Wisecracking Will Rogers had this to say about Durango: "It's out of the way and glad of it." His statement is a bit unfair, considering that as a railroad town Durango has always been a cultural crossroads and melting pot (as well as a place to raise hell). Laid out at 6,500 feet along the winding Animas River, with the San Juan Mountains as backdrop, the town was founded
in 1879 by General William Palmer, president of the all-powerful Denver & Rio Grande Railroad, at a time when nearby Animas City haughtily refused to donate land for a depot. Within a decade, Durango had completely absorbed its rival. The booming town quickly became the region’s main metropolis and a gateway to the Southwest.
A walking tour of the historic downtown offers ample proof of Durango’s prosperity during the late 19th century, although the northern end of Main Avenue has the usual assortment of cheap motels and fast-food outlets.
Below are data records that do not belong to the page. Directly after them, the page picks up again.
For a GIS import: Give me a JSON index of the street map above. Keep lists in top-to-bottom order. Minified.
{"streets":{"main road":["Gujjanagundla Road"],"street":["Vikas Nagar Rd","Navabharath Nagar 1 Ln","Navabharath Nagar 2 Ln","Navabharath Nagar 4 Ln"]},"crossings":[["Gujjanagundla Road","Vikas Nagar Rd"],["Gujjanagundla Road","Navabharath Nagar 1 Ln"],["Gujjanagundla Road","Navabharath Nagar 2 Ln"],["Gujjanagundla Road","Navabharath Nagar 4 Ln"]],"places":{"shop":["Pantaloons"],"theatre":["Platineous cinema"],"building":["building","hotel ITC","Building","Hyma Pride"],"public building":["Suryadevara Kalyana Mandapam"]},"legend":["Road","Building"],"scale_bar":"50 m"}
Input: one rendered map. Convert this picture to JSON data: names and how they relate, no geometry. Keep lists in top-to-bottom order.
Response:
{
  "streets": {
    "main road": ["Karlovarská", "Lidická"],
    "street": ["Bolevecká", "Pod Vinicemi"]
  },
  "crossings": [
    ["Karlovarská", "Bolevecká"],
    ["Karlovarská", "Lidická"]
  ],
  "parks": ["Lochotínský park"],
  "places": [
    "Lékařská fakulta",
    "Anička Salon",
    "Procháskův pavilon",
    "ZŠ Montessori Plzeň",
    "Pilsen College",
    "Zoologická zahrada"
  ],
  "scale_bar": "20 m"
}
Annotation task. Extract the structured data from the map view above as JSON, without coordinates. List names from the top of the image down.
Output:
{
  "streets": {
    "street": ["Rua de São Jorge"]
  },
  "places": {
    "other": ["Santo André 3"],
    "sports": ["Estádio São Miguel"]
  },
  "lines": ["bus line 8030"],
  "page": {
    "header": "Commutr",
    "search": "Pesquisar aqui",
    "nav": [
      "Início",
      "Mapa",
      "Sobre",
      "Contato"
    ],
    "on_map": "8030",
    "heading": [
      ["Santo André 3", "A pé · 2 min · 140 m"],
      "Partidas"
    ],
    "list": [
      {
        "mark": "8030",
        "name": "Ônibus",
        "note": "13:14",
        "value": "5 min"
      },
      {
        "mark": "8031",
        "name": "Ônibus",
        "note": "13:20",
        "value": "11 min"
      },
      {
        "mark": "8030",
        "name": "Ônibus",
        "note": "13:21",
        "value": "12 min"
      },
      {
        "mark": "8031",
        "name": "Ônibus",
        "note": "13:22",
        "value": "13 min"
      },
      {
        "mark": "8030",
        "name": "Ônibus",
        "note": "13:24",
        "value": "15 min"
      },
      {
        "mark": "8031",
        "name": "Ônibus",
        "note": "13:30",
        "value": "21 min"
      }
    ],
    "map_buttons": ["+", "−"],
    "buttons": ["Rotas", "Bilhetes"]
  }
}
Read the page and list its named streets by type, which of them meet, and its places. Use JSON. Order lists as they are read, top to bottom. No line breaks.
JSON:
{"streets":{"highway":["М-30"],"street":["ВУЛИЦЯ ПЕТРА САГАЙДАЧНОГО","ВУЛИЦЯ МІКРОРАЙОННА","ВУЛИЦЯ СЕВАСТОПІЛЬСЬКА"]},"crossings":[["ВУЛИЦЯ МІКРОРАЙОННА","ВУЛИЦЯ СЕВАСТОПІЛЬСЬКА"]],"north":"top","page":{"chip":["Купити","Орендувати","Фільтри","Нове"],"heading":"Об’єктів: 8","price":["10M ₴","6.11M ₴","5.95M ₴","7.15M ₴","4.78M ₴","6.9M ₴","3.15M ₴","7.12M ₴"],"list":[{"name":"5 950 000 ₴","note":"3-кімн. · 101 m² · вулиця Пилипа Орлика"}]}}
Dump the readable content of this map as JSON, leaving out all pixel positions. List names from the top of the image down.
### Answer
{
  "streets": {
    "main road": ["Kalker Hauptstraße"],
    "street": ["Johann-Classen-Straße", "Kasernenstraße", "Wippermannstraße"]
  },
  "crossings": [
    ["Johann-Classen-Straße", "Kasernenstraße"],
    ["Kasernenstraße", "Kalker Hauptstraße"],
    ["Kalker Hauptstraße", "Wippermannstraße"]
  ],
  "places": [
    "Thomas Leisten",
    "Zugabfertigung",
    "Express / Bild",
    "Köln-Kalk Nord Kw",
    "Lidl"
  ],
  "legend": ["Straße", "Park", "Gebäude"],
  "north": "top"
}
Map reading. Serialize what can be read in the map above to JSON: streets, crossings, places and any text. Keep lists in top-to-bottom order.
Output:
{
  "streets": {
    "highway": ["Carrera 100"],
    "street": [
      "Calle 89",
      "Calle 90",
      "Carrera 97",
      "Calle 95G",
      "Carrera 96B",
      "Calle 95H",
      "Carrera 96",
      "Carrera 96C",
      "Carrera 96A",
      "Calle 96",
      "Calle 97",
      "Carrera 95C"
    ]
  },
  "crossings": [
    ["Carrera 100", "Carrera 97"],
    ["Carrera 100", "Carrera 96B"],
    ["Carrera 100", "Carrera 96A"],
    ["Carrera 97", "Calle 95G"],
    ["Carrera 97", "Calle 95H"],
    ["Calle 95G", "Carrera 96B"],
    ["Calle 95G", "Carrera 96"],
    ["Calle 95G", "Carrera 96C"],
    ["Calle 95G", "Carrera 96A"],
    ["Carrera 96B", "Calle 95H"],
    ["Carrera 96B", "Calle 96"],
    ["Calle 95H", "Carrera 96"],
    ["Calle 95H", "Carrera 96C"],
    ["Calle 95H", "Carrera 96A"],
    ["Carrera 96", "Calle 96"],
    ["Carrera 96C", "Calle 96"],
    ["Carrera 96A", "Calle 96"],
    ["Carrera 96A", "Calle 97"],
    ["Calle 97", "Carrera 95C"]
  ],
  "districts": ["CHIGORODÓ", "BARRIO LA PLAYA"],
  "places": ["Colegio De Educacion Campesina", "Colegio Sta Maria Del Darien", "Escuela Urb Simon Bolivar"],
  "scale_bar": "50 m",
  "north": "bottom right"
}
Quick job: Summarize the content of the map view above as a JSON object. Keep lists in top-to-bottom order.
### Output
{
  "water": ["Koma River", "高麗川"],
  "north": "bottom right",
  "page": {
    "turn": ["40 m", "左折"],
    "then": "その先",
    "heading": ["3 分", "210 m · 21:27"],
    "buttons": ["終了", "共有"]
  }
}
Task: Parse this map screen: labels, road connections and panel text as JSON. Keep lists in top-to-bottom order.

North of the U.S. 160 and U.S. 550 junction are two well-known recreational playgrounds: the ravishing golf course and development at the Lodge at Tamarron and Purgatory at Durango Mountain Resort, about 27 miles north of town. Purgatory (as everyone still calls this ski area, despite its name change in 2001) is about as down-home as a ski resort can get, with a clientele that includes cowboys, families, and college students. The mountain is named for the nearby Purgatory Creek, a tributary of the River of Lost Souls.
Although not a large town, Pagosa Springs has become a major center for outdoor sports. Hiking, biking, and cross-country skiing opportunities abound here, and there’s excellent downhill skiing and snowboarding at the nearby Wolf Creek ski area.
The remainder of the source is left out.